Demster also spoke to the World Socialist Web Site about the incident that developed at Nelson’s home and the looming eviction crisis in the city triggered by the pandemic. “Leslie called me. She was crying and terrified! I simply said, I’m already on my way and I’ll do what I can. She said she was very relieved to know she wouldn’t be alone.”

He continued: “We have over 9,000 evictions coming up. This will devastate this city. [It] caught me off guard when the first one I heard about hit so close to home. Memphis is the poorest or second poorest city in the country for decades. It’s no surprise that we are facing so many. Under-resourced, under-funded and forgotten.”

Memphis has an overall poverty rate of 27.8 percent and a child poverty rate of 44.9 percent. These statistics put Memphis in second place overall in poverty as of 2019, based on data taken from the University of Memphis (UofM). According to UofM, “Memphis is not ‘number 1’ in poverty in 2019, in either overall or child poverty. However, this is not cause for optimism, as Memphis is in worse shape than a year ago.”

“Memphis is the logistics-distribution hub of the world, dependent upon low wage workers and warehouse workers,” Demster explained. “The oligarchs here do everything in their power to criminalize the activist and concerned citizens who fight for the working class. Hence the federal lawsuits and police surveillance and sending federal troops here to silence us.”

Another acquaintance of Nelson’s who had received word of the eviction-in-progress over social media told the WSWS: “When I got there, there was a group of movers throwing all of her belongings onto the lawn. Leslie told me she had recently gotten out of the hospital and the process servers showed up at her house with no warning and told her she was being evicted.”

“Regardless of any moratorium on evictions, landlords are finding loopholes like in Leslie’s case,” the acquaintance said. “And if not that, then they’re not making necessary repairs to keep homes livable. Predatory landlords are predatory no matter what kind of protections are in place.”

With the ending of the $600 extension of unemployment aid last month and as state moratorium on evictions expire there will be incalculable suffering inflicted on the working population in Memphis and beyond. In the United States, one in five adults in rental housing reported that they were behind on rent in a Census Bureau Household Pulse Survey conducted in early July. That includes 12.5 million adults who had not paid rent and another 1.3 million whose rent had been deferred.

The National Low Income Housing Coalition’s CEO, Diane Yentel, recently noted, “The 40 million U.S. households projected for eviction by year’s end — and the lack of legislative action to prevent them — is [like] nothing I’ve ever seen.”

“I know of several people who are being taken to court as soon as next week whose landlords are trying to evict them,” an activist in Memphis told the WSWS. “I know of four immuno-compromised, unemployed roommates whose landlords have refused to repair the hot water heater, leaks in the roof, etc. The landlord is trying to evict them next week even though they have nowhere to go. Everyday I hear more stories like that, and it’s only getting worse.”
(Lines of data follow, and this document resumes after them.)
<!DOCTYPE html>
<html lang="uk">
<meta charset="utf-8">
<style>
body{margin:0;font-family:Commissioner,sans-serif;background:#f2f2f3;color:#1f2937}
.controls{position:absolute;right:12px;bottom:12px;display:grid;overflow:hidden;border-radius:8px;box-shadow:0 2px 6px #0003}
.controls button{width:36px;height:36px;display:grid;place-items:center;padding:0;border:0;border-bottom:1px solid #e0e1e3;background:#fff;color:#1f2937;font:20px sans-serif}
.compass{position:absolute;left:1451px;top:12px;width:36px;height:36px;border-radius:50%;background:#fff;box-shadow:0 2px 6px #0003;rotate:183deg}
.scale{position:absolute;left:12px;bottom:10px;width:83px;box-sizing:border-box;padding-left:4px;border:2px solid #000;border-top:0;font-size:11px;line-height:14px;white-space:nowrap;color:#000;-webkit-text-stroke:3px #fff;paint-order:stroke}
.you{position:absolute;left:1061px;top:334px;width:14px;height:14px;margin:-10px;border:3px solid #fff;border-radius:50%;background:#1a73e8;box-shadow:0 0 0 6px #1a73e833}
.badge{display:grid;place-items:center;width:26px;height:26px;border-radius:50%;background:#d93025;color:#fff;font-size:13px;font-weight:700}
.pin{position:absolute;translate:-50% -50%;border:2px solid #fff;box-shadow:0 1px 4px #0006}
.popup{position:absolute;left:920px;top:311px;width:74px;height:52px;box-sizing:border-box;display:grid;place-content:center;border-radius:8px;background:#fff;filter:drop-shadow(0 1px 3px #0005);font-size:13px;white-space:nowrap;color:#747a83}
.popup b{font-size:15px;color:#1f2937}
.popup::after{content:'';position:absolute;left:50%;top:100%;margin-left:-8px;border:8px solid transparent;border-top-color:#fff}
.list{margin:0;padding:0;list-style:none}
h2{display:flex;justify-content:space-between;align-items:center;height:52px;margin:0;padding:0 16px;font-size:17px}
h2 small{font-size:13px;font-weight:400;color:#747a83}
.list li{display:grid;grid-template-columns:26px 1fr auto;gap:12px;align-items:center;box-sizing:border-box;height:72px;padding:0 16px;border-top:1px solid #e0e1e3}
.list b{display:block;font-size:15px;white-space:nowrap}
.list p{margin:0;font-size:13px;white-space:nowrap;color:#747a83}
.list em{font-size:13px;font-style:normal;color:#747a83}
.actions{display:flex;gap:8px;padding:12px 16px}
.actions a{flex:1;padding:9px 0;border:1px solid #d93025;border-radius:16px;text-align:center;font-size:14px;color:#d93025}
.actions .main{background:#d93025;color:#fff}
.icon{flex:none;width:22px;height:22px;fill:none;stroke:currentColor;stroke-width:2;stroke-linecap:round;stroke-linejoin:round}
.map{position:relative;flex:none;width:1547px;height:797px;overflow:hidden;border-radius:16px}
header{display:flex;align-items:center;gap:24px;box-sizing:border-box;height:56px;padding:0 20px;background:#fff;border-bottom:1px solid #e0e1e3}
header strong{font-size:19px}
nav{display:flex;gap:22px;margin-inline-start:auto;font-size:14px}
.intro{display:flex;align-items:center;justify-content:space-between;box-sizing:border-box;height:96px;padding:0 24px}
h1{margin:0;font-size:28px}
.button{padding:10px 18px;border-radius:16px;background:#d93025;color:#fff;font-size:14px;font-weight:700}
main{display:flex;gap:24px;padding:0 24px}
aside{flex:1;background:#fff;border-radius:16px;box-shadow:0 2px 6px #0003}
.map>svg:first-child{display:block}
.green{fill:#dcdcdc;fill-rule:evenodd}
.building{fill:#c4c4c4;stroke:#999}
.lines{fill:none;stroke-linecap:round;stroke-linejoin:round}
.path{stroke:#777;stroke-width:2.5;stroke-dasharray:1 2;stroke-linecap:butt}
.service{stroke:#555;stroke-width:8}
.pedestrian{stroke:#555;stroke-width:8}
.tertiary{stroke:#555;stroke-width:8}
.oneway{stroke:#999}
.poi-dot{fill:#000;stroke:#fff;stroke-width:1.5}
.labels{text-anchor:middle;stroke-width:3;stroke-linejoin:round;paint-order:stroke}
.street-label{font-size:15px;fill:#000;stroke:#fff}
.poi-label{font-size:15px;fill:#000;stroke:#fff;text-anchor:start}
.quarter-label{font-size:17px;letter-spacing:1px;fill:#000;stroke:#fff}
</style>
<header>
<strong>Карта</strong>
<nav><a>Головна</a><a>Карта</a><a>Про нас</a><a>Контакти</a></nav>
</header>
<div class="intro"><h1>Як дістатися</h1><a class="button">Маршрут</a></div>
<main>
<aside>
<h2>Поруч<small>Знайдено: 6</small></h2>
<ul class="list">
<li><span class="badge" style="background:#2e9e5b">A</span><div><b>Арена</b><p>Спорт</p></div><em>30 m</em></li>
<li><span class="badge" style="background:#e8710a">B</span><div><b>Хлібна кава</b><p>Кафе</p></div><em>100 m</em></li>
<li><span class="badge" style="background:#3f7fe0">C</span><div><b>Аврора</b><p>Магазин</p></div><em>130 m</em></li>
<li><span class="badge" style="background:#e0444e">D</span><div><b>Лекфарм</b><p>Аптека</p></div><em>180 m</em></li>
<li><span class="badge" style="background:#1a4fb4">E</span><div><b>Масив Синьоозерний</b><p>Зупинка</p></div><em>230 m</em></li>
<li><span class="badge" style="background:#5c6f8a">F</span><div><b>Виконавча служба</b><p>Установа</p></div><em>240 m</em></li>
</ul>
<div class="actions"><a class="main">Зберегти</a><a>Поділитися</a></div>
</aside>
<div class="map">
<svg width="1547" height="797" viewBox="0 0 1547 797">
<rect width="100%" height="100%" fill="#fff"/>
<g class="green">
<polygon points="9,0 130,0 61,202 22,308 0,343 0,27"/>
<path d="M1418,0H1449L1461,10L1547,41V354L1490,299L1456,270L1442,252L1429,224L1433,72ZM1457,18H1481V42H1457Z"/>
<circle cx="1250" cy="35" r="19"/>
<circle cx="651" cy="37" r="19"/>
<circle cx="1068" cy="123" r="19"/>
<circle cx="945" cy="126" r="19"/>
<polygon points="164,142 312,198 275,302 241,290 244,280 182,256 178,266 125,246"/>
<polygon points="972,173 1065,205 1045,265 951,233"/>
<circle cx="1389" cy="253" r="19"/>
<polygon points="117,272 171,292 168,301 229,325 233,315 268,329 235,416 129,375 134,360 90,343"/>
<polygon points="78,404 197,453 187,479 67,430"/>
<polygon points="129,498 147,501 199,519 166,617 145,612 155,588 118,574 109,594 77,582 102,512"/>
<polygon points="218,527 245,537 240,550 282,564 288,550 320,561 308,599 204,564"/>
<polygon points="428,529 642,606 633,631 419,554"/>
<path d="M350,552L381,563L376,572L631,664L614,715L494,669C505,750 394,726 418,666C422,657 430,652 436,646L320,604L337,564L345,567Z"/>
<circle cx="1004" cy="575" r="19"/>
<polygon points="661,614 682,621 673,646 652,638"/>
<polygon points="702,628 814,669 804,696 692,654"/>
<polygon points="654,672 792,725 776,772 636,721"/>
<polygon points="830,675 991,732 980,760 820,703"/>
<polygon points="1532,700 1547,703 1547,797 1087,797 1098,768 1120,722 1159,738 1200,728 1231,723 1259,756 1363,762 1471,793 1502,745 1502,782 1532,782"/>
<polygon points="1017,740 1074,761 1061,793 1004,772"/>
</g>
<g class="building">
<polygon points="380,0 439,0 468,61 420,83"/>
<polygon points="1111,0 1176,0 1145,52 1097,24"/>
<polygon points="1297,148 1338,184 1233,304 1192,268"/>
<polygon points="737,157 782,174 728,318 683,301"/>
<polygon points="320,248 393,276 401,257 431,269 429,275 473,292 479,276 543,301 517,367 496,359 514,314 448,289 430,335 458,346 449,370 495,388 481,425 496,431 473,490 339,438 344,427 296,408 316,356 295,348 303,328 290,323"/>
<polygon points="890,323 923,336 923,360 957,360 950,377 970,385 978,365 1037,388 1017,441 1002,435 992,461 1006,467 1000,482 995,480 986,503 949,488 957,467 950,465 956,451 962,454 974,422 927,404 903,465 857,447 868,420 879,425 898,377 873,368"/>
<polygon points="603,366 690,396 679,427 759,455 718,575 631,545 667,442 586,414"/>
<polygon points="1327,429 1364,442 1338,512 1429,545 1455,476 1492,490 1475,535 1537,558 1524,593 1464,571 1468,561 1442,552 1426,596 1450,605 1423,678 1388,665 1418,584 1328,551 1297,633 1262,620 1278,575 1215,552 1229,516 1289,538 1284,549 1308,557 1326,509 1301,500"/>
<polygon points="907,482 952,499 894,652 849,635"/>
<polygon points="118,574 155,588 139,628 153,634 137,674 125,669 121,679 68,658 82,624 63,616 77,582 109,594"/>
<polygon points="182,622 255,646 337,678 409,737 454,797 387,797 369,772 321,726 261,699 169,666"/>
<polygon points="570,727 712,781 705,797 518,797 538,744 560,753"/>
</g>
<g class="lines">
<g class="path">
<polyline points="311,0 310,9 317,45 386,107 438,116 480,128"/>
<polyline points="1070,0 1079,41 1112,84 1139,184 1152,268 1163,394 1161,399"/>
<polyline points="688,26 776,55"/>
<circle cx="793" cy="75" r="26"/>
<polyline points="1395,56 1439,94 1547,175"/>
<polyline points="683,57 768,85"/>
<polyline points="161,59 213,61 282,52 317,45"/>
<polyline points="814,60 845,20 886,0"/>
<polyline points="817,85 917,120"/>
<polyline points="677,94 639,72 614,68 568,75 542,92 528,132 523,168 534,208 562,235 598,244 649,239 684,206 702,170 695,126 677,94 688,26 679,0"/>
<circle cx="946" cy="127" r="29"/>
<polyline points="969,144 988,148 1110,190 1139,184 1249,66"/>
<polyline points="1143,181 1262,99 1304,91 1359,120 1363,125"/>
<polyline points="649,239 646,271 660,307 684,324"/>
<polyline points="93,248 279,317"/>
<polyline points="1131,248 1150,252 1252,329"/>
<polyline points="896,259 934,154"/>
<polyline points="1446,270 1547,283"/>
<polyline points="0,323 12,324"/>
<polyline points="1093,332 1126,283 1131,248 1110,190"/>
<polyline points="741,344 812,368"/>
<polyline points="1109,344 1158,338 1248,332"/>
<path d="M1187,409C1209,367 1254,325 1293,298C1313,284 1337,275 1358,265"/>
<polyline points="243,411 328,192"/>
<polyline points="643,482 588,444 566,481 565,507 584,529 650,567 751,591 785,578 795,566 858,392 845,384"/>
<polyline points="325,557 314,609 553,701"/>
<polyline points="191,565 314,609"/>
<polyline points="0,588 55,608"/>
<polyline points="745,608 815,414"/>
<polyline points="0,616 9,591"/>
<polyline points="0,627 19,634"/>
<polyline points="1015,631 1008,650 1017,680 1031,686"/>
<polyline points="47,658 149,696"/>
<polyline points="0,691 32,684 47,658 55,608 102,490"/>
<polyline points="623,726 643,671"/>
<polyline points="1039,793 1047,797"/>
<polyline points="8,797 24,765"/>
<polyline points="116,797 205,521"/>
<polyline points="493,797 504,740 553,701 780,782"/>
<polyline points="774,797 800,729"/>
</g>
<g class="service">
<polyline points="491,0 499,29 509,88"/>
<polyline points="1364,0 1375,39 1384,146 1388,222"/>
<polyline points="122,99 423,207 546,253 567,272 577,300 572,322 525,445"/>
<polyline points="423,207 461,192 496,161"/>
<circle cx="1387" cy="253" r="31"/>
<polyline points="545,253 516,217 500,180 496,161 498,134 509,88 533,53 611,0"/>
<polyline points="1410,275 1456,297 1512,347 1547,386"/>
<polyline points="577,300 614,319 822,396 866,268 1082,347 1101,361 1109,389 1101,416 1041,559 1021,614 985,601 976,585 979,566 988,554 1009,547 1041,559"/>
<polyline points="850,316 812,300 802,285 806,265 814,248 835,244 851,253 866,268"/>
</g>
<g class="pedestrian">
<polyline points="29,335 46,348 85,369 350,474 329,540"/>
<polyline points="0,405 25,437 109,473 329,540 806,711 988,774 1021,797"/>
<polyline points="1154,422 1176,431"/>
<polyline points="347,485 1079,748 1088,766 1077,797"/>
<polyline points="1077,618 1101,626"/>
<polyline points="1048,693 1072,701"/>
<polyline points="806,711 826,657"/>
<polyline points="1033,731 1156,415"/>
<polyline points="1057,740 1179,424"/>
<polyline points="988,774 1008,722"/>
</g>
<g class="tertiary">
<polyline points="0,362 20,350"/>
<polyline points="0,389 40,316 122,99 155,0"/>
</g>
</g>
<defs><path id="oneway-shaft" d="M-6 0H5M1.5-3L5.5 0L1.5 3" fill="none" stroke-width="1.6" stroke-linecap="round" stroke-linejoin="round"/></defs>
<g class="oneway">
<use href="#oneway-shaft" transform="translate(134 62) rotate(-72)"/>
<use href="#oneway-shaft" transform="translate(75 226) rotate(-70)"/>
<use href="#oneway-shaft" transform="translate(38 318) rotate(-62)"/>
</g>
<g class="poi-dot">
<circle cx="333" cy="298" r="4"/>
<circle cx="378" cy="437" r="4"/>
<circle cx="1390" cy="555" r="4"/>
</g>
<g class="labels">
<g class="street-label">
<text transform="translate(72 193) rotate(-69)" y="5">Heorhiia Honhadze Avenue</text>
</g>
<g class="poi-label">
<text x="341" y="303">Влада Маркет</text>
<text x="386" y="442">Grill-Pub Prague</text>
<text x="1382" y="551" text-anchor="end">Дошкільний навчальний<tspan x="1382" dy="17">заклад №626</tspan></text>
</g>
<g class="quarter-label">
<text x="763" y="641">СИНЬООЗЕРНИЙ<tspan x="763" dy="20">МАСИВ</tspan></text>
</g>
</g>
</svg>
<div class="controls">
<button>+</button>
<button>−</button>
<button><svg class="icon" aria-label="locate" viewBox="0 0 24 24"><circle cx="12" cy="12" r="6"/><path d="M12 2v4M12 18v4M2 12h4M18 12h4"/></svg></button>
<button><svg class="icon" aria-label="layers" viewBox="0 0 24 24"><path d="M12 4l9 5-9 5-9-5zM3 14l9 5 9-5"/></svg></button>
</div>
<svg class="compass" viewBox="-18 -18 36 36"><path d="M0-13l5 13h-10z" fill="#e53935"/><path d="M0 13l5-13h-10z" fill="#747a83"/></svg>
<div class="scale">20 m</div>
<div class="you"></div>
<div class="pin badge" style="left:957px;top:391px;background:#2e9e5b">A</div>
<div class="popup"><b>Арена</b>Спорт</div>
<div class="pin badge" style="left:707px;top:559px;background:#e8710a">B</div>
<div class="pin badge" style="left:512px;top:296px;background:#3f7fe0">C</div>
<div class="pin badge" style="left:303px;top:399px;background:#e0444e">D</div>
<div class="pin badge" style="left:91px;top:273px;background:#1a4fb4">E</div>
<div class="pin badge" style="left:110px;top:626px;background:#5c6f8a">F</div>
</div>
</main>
The callous treatment of working people such as Leslie Nelson is an expression of the malign neglect of the ruling capitalist class. Billionaires have received an endless flow of cash in order to boost their financial balance sheets and boost Wall Street to record highs while working people seeking to stay in their home are treated with abuse and contempt.

Only a mass socialist movement of the working class, basing itself upon the social needs of the population, can stop the money-mad campaign to force workers back to work in unsafe conditions while leaving millions destitute in the face of COVID-19.